▶ [Exercise aim] List every line in this data where the string "Brierley" occurs.

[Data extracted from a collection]

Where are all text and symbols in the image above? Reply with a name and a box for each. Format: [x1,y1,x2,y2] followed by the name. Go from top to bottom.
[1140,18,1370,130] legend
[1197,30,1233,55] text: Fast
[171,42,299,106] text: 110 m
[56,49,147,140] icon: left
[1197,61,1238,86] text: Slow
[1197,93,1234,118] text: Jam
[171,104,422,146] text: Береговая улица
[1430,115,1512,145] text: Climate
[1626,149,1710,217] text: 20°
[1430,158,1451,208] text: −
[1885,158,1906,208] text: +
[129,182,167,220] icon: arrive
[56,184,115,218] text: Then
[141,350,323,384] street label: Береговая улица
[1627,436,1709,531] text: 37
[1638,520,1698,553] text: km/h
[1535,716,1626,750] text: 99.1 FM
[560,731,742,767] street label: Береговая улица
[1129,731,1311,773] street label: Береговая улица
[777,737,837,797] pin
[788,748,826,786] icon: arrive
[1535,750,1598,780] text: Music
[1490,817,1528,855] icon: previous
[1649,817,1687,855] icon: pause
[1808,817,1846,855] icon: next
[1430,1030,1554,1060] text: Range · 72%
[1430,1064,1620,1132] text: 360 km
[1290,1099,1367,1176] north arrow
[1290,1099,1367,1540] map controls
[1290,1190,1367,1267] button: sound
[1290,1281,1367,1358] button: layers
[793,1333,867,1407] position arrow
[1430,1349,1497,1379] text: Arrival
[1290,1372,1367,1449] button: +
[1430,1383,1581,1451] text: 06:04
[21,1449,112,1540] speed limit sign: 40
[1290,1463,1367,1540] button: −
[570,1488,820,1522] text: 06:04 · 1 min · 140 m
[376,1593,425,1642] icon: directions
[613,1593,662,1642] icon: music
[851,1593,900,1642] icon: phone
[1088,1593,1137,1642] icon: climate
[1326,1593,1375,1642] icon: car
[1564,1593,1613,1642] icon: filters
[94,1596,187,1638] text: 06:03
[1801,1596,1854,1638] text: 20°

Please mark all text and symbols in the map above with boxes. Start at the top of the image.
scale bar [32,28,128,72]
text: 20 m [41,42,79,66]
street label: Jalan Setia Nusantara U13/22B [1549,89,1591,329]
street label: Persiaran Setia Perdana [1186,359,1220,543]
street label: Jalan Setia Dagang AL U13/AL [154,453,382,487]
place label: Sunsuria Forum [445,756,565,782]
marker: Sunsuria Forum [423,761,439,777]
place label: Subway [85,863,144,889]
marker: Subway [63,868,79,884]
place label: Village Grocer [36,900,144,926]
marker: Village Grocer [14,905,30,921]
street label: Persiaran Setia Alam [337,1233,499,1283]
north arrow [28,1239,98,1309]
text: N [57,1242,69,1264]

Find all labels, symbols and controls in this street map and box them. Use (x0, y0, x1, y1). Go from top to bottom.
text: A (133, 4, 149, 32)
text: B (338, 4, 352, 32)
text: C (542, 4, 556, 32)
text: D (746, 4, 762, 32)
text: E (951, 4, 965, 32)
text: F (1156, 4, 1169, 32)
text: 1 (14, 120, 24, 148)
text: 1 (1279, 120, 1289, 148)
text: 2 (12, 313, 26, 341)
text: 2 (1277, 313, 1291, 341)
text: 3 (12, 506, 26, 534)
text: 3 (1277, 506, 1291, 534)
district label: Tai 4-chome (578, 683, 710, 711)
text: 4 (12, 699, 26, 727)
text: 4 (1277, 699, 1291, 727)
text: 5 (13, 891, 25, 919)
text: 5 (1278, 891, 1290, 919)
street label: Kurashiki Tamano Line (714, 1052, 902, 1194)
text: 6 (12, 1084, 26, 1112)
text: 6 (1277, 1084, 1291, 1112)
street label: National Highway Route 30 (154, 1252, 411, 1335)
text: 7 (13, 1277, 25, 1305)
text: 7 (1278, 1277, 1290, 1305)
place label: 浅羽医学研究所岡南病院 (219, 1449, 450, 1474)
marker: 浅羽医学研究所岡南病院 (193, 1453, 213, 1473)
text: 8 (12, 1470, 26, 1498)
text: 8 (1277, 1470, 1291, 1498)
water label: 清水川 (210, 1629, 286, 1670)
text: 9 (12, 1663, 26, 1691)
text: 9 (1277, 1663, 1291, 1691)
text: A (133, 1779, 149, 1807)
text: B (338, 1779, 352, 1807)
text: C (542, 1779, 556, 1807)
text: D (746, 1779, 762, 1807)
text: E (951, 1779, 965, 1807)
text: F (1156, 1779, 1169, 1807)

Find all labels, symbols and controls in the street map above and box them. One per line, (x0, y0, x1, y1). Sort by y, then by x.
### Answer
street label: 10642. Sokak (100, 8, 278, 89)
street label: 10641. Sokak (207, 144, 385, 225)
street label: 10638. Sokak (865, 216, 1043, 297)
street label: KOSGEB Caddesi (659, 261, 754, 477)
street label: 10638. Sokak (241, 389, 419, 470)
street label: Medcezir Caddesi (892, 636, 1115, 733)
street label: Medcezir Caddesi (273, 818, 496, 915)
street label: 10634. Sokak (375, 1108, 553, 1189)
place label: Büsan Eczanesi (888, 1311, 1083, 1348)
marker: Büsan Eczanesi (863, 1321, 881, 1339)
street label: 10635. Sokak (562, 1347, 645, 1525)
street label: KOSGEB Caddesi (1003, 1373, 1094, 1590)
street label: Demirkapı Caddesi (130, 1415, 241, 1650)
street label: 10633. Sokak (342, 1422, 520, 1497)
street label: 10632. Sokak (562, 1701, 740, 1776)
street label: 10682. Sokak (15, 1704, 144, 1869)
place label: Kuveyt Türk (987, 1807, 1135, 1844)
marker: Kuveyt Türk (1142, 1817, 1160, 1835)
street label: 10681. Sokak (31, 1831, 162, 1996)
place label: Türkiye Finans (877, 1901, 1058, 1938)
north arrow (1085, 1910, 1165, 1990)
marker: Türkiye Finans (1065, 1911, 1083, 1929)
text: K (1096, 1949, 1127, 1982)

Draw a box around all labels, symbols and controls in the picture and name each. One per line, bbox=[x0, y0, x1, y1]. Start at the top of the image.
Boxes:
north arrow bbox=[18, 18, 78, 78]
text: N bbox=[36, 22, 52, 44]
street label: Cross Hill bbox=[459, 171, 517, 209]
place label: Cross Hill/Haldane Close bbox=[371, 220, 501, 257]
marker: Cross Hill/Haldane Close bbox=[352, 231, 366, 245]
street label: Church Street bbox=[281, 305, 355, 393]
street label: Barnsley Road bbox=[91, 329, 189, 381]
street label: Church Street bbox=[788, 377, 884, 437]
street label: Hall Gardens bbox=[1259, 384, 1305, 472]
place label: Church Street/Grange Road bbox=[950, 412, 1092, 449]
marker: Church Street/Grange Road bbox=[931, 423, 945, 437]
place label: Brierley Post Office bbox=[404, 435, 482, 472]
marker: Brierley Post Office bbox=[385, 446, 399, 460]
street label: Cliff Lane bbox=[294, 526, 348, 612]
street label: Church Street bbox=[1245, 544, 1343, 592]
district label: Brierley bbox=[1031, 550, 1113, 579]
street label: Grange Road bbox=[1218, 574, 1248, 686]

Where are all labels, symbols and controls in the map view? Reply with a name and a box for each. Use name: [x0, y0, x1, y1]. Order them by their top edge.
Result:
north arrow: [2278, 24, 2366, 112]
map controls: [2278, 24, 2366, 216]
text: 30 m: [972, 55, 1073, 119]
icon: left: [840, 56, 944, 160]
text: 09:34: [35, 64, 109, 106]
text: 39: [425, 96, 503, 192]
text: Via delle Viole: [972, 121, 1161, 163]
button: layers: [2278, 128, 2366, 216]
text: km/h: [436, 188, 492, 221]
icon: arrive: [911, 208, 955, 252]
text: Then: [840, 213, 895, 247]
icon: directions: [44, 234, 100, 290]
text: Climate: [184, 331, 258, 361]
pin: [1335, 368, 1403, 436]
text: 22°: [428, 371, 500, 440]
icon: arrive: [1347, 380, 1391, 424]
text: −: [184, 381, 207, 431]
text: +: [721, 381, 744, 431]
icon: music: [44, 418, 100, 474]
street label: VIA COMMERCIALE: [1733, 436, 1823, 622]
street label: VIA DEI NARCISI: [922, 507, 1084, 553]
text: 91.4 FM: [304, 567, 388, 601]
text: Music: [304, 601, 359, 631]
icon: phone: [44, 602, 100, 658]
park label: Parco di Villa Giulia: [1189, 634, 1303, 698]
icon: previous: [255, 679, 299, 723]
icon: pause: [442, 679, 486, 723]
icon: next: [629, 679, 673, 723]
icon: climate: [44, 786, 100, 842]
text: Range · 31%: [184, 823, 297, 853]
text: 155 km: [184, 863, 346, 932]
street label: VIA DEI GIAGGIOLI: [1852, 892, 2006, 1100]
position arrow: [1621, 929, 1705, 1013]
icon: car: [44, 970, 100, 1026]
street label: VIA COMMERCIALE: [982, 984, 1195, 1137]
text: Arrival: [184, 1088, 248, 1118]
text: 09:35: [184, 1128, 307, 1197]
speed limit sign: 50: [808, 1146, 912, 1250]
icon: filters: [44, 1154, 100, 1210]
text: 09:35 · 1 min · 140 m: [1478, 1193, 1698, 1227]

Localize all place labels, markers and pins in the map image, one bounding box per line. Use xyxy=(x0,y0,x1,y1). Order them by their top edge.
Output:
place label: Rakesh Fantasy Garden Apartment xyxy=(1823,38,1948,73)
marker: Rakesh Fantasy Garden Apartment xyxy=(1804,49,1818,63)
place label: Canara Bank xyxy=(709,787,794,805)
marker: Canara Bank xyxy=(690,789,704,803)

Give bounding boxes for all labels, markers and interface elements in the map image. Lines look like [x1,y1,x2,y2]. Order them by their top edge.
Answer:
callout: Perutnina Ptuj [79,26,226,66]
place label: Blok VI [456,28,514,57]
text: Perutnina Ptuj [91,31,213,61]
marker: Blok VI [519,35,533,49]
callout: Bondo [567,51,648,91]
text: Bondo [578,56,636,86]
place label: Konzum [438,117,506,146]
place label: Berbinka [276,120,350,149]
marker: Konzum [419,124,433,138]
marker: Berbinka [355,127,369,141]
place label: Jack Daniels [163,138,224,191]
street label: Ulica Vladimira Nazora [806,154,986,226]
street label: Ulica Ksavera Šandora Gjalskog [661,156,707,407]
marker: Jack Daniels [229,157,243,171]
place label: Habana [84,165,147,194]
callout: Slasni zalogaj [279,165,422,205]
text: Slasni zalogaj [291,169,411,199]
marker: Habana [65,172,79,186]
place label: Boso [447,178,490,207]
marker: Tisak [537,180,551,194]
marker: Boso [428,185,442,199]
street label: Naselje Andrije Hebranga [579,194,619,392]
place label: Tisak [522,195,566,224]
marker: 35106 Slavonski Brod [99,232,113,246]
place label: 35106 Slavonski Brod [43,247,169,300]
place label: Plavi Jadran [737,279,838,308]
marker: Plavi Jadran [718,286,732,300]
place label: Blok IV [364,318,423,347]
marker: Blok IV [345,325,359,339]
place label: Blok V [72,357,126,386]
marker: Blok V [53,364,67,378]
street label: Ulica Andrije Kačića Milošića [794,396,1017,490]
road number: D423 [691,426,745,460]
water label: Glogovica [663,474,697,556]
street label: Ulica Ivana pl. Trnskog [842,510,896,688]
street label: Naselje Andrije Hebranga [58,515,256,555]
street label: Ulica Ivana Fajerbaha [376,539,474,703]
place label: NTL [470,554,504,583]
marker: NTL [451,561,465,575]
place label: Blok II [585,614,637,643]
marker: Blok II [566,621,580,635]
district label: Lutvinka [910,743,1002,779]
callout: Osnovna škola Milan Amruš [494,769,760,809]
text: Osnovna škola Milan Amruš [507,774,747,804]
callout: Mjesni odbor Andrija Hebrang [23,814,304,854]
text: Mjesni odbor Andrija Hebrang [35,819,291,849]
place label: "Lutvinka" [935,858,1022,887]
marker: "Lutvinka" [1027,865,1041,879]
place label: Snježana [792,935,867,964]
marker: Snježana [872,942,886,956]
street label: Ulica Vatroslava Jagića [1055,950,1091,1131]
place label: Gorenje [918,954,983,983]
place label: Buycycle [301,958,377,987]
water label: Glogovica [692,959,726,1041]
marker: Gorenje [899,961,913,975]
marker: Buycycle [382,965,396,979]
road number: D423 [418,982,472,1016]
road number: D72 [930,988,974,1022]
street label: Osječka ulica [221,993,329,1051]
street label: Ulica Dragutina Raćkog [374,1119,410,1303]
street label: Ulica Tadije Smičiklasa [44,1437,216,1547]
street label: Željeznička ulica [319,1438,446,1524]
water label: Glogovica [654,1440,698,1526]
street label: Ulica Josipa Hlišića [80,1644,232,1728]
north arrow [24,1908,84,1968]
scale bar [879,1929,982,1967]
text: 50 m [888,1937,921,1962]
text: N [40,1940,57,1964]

▶ [Written solution]
place label: Brierley Post Office bbox=[404, 435, 482, 472]
marker: Brierley Post Office bbox=[385, 446, 399, 460]
district label: Brierley bbox=[1031, 550, 1113, 579]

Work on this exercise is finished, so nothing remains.